Within the data that follows, how many lines carry the string "turn"? Give the number alone.

Records drawn from a dataset:

----------

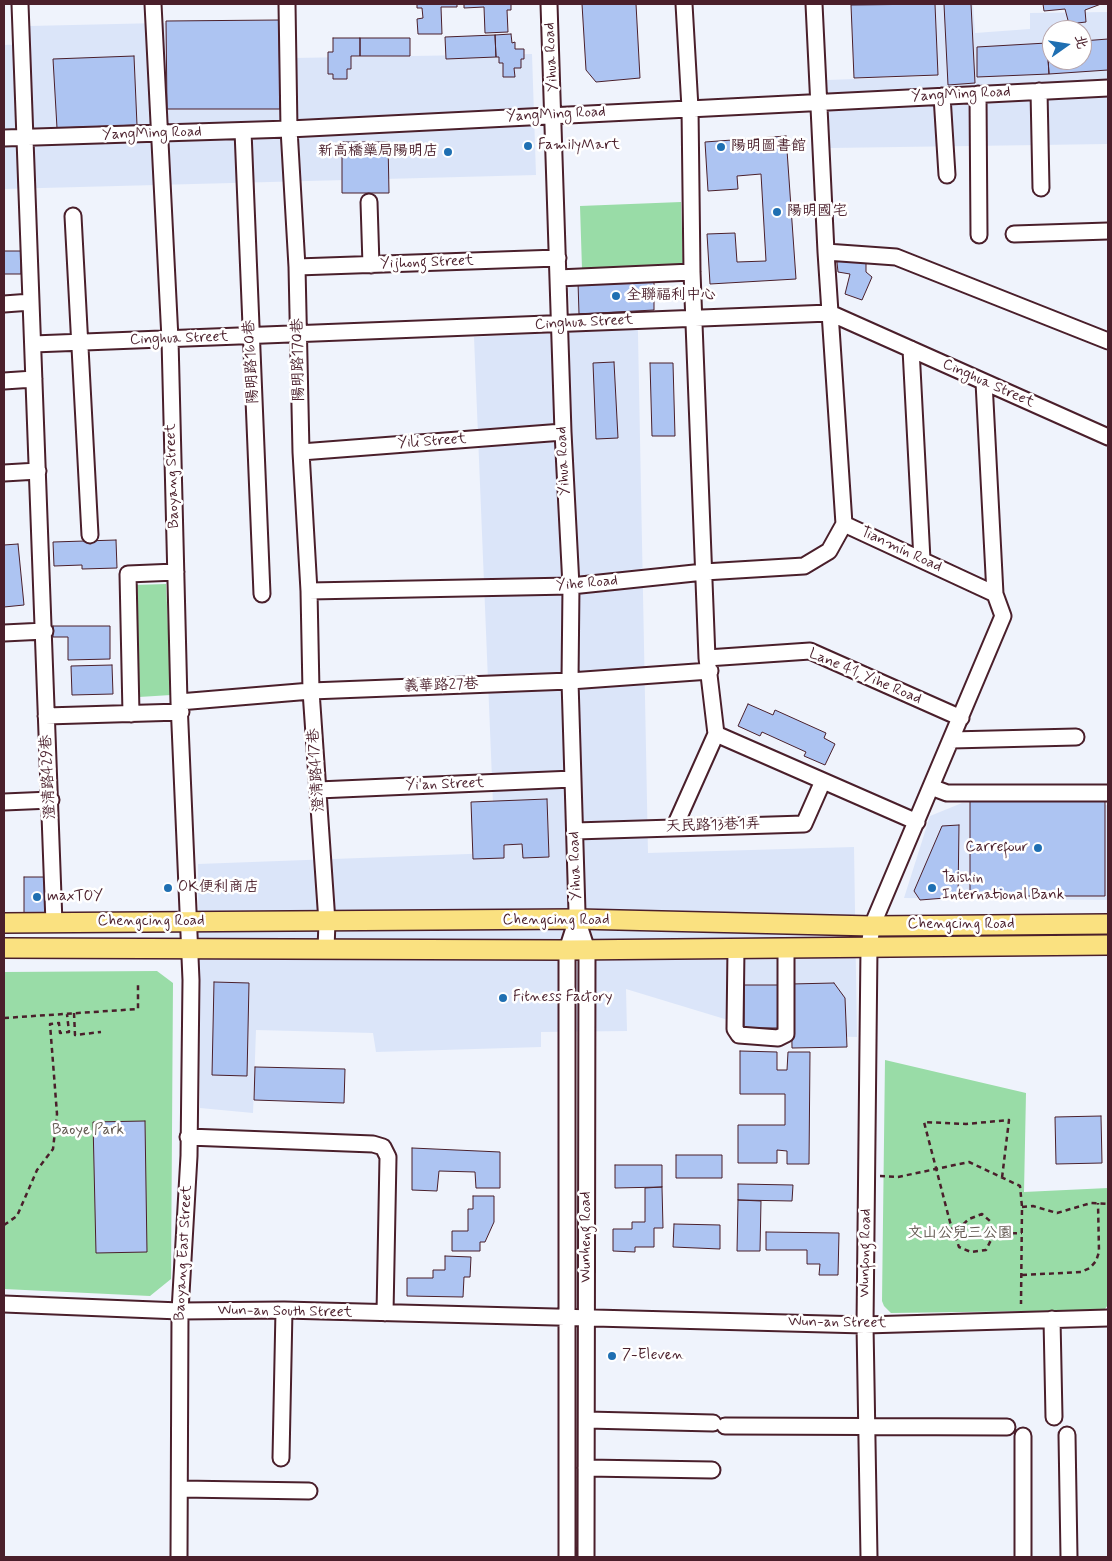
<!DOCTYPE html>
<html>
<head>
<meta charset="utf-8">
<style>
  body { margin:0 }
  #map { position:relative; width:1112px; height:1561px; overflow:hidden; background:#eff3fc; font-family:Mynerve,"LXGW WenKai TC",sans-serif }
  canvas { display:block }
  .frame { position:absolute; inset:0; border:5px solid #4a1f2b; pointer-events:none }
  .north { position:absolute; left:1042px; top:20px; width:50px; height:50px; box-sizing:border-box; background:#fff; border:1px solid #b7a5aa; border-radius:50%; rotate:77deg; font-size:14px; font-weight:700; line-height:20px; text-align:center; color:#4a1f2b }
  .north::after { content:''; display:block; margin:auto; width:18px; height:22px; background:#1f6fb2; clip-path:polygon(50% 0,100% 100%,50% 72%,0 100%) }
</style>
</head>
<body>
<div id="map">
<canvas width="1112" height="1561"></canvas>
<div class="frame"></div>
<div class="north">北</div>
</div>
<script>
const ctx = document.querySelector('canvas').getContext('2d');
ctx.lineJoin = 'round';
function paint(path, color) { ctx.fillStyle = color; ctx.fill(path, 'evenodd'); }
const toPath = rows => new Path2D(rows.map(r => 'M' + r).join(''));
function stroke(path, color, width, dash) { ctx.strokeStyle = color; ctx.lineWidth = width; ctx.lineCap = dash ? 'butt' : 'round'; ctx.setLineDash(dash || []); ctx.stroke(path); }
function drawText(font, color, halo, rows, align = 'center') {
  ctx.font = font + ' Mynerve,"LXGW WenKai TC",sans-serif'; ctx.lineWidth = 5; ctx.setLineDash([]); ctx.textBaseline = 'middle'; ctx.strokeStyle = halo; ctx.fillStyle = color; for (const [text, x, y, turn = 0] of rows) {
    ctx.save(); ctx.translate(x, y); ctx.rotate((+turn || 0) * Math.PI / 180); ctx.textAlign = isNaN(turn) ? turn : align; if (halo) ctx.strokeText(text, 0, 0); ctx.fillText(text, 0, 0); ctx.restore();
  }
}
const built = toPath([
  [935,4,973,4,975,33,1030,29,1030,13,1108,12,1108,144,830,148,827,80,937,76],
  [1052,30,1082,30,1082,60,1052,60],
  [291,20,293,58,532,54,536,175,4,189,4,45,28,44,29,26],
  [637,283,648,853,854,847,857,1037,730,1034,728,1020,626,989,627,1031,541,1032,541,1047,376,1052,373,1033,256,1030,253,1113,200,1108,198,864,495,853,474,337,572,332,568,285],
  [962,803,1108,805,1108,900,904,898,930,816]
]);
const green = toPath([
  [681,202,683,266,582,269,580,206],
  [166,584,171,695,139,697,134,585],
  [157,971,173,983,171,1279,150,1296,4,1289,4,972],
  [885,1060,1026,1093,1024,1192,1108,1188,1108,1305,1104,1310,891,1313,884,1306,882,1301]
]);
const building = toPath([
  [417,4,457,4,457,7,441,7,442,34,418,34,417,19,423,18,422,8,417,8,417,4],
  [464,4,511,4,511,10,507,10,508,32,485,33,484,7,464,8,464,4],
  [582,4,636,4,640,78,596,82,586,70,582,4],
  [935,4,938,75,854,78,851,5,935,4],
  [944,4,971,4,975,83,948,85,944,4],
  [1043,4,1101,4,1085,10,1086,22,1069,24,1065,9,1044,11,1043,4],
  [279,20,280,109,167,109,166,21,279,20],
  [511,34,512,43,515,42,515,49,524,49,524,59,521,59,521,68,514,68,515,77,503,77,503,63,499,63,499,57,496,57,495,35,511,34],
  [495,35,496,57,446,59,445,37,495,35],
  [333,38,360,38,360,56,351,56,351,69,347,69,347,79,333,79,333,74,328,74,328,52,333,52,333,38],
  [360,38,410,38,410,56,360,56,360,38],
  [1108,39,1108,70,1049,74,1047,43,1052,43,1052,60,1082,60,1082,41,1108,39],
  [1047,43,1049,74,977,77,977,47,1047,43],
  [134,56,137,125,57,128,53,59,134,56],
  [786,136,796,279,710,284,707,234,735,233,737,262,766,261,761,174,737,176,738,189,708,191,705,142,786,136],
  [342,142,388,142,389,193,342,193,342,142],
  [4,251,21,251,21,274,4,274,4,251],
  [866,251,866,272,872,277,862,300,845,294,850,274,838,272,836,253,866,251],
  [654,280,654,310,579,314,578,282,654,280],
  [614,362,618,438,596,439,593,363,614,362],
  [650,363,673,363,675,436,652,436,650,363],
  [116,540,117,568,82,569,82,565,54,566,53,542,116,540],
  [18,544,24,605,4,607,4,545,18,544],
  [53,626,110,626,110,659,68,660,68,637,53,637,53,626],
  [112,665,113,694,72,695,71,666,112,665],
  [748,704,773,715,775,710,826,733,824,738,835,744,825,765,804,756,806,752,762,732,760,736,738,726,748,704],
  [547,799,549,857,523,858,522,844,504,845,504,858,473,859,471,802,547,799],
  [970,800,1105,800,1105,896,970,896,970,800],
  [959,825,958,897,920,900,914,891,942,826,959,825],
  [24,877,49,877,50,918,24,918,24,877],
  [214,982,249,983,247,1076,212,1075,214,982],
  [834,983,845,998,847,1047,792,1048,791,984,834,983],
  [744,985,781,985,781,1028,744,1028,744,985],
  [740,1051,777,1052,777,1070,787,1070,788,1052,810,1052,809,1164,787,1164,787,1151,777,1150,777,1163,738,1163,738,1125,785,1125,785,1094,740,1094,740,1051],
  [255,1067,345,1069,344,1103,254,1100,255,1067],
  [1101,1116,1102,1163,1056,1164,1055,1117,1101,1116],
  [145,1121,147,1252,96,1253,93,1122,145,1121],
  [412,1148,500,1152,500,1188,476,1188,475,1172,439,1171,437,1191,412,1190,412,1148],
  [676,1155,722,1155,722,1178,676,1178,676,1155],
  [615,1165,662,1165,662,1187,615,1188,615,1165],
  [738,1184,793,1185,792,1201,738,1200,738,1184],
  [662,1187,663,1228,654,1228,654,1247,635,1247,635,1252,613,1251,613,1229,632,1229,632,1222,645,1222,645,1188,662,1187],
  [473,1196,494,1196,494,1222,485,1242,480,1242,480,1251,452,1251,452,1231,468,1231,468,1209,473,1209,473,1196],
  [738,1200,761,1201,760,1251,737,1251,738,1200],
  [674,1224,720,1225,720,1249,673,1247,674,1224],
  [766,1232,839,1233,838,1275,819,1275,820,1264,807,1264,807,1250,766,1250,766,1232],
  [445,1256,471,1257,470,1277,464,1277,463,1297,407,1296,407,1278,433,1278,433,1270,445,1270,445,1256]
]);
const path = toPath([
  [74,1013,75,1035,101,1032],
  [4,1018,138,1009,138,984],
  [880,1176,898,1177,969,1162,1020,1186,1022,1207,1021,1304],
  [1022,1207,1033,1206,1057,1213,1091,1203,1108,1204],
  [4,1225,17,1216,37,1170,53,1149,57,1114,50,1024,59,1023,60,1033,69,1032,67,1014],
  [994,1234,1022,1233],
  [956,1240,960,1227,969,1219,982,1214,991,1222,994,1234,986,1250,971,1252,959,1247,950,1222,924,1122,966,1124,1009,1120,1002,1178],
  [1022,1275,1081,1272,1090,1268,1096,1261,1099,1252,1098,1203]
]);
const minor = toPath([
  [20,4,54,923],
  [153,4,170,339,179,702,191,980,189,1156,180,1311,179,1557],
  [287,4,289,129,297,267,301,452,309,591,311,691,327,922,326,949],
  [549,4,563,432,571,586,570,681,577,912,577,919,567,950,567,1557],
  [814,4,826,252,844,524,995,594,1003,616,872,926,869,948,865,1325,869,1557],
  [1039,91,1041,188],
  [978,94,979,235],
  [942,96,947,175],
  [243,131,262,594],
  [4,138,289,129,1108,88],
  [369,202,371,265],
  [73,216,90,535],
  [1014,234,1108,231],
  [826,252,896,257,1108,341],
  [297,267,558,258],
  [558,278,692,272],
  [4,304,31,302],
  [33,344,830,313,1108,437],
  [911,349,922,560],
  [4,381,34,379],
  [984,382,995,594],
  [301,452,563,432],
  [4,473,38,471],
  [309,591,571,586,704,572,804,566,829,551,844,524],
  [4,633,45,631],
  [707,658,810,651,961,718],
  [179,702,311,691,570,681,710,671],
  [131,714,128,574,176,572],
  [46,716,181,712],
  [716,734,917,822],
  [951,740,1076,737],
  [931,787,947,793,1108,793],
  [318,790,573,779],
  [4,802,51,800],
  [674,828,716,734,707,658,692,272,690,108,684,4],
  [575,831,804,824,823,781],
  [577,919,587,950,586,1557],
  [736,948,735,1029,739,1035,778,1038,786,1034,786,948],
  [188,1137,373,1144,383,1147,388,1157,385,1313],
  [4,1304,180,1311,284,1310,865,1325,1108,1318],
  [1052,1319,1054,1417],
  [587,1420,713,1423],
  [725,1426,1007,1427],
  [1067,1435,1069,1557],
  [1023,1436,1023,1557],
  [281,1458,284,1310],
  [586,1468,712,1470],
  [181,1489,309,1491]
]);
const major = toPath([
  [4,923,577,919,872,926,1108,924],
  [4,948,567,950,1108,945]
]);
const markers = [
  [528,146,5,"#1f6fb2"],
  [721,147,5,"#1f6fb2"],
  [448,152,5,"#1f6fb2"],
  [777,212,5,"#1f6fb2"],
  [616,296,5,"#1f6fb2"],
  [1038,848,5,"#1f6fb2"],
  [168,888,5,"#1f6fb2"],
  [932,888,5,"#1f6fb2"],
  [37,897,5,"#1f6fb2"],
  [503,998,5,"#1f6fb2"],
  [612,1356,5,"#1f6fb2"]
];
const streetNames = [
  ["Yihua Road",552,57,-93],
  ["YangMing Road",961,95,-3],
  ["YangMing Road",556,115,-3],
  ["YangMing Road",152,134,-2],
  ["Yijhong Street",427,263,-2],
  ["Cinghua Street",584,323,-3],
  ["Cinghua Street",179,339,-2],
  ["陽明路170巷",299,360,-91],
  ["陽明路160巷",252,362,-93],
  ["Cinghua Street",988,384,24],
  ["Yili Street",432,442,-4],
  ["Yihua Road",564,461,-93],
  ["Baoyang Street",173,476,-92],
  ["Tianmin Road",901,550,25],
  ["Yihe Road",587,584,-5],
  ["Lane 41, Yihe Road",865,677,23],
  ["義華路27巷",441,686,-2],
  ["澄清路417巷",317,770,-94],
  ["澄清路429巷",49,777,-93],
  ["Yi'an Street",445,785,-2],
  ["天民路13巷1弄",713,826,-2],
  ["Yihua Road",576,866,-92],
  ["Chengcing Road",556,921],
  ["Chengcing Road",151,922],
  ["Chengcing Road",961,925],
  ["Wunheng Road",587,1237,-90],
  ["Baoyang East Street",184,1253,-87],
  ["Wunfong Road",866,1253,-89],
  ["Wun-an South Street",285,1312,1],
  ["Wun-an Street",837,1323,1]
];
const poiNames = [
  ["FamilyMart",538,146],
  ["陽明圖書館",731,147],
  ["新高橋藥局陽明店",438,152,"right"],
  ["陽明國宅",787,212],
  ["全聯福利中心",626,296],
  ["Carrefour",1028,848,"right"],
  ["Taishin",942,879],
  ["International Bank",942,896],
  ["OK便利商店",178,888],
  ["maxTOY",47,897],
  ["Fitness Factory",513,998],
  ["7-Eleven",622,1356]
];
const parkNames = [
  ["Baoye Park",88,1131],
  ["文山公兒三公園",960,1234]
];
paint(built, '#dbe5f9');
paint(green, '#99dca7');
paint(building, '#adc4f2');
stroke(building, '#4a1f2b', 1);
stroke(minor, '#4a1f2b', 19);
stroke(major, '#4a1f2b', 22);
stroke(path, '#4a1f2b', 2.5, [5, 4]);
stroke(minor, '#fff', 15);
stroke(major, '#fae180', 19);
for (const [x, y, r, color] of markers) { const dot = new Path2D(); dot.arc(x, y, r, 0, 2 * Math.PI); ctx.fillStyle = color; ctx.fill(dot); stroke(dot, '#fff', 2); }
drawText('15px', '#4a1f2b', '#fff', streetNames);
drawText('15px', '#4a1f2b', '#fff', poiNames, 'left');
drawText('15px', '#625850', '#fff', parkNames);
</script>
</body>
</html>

----------

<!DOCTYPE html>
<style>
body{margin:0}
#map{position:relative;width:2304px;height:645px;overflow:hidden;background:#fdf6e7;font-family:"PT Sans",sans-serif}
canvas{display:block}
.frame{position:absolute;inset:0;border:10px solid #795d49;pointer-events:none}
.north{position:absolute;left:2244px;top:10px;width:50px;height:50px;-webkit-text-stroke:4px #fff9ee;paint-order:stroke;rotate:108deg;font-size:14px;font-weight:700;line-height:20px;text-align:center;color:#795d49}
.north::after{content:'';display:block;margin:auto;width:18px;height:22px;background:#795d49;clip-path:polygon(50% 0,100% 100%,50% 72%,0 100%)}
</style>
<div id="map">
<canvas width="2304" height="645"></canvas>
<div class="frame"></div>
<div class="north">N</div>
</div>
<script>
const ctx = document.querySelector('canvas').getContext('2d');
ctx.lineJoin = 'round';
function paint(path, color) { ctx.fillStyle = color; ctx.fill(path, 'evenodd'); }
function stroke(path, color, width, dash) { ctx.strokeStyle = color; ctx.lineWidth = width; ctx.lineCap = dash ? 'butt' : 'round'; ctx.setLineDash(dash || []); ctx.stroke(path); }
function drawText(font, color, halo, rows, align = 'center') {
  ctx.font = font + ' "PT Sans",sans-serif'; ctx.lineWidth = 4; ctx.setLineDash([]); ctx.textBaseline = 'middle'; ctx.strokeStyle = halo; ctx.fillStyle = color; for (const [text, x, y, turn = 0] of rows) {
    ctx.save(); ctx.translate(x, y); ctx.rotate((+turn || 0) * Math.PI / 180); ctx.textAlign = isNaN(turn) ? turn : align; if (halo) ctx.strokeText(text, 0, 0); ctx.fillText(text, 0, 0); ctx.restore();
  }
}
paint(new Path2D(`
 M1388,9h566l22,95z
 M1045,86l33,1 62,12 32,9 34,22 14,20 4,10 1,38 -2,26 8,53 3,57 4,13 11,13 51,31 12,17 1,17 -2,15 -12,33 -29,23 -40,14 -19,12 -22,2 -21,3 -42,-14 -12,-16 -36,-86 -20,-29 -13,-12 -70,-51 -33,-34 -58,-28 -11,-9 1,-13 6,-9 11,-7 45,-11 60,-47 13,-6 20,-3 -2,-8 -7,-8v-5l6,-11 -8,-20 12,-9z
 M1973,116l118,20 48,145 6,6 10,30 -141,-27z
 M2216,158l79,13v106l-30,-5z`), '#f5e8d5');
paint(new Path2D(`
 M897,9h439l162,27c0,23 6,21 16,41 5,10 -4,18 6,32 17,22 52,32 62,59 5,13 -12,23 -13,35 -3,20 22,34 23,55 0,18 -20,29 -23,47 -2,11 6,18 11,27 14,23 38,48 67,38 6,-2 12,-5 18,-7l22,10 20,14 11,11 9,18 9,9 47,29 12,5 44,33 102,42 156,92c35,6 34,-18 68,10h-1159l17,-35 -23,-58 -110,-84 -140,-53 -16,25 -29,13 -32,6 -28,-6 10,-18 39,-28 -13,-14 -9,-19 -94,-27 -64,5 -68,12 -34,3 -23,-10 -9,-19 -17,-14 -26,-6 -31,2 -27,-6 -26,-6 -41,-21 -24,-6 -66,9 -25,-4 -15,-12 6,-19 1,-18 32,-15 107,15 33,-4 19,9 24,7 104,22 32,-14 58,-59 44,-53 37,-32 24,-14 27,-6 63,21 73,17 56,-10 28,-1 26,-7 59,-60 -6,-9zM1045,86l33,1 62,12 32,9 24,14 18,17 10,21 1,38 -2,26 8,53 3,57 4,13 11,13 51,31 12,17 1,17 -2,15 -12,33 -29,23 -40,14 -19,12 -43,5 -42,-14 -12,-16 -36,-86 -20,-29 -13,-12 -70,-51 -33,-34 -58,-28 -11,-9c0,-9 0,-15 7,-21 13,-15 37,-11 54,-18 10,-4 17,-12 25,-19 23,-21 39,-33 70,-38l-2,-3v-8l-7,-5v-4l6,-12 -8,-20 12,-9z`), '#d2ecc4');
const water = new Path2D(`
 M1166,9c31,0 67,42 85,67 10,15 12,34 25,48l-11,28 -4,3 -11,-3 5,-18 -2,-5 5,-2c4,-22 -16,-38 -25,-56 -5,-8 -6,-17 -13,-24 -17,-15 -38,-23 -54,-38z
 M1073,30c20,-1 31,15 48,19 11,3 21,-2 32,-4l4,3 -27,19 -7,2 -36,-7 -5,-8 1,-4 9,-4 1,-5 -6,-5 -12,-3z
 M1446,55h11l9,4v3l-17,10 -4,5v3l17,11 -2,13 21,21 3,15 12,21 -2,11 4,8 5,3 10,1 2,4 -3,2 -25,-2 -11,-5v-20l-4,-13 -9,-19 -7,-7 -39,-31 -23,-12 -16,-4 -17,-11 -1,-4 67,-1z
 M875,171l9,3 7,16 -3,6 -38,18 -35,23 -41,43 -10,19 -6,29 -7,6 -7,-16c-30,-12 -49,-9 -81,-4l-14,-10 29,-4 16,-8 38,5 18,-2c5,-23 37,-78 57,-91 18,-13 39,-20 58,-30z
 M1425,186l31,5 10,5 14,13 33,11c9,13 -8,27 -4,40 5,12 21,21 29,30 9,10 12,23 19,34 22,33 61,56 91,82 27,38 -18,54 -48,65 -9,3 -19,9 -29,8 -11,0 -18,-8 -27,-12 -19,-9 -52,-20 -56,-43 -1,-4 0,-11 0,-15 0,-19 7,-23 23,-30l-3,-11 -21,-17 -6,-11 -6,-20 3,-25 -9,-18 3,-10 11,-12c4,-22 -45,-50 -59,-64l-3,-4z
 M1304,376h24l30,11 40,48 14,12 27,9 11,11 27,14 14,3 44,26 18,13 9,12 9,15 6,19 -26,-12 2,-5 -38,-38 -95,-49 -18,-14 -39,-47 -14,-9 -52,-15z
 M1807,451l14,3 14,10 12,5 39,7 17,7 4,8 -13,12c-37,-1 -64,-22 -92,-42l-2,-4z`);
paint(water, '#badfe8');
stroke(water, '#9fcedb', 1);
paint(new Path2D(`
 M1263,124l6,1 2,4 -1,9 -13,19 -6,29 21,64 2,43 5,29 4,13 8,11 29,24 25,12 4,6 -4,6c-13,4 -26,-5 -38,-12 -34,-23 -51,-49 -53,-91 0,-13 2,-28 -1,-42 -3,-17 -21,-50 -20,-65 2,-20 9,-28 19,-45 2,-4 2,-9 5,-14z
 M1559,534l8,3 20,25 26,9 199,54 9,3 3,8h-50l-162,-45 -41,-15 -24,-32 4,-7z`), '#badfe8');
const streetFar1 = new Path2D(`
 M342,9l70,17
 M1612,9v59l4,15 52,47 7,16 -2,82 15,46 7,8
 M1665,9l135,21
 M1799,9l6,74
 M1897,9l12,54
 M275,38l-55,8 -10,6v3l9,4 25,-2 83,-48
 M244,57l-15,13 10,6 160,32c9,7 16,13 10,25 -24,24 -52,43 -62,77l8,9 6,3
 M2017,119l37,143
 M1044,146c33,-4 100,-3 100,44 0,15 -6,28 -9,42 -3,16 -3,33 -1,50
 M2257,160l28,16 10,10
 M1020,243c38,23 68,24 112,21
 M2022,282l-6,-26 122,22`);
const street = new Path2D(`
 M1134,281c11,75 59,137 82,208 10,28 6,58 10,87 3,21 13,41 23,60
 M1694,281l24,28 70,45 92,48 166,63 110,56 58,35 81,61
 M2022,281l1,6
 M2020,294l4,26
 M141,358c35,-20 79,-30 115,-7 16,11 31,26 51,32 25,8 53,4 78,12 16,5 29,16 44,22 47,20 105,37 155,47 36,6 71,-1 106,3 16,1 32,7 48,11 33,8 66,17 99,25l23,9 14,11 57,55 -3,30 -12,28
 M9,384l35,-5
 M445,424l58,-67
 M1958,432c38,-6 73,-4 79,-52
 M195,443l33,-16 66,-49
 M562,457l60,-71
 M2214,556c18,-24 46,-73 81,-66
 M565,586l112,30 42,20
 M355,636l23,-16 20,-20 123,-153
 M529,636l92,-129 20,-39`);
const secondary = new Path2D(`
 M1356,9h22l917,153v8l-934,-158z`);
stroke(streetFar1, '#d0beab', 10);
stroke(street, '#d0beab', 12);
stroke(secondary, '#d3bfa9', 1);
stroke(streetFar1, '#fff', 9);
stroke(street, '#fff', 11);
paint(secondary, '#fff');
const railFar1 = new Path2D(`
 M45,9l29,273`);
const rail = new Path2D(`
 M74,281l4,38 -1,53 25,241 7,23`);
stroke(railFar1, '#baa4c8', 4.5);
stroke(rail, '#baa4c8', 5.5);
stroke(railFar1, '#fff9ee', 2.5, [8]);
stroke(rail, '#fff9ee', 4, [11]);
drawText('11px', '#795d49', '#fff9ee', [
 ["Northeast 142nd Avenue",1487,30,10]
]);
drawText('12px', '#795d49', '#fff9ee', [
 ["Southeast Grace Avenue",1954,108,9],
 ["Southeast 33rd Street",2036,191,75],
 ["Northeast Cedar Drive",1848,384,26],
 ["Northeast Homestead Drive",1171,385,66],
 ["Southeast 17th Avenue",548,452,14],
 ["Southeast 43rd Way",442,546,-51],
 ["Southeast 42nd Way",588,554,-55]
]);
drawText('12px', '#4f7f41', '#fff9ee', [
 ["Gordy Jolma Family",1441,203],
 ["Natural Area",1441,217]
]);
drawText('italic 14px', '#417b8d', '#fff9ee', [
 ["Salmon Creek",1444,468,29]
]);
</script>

----------

**Output for this task:** 4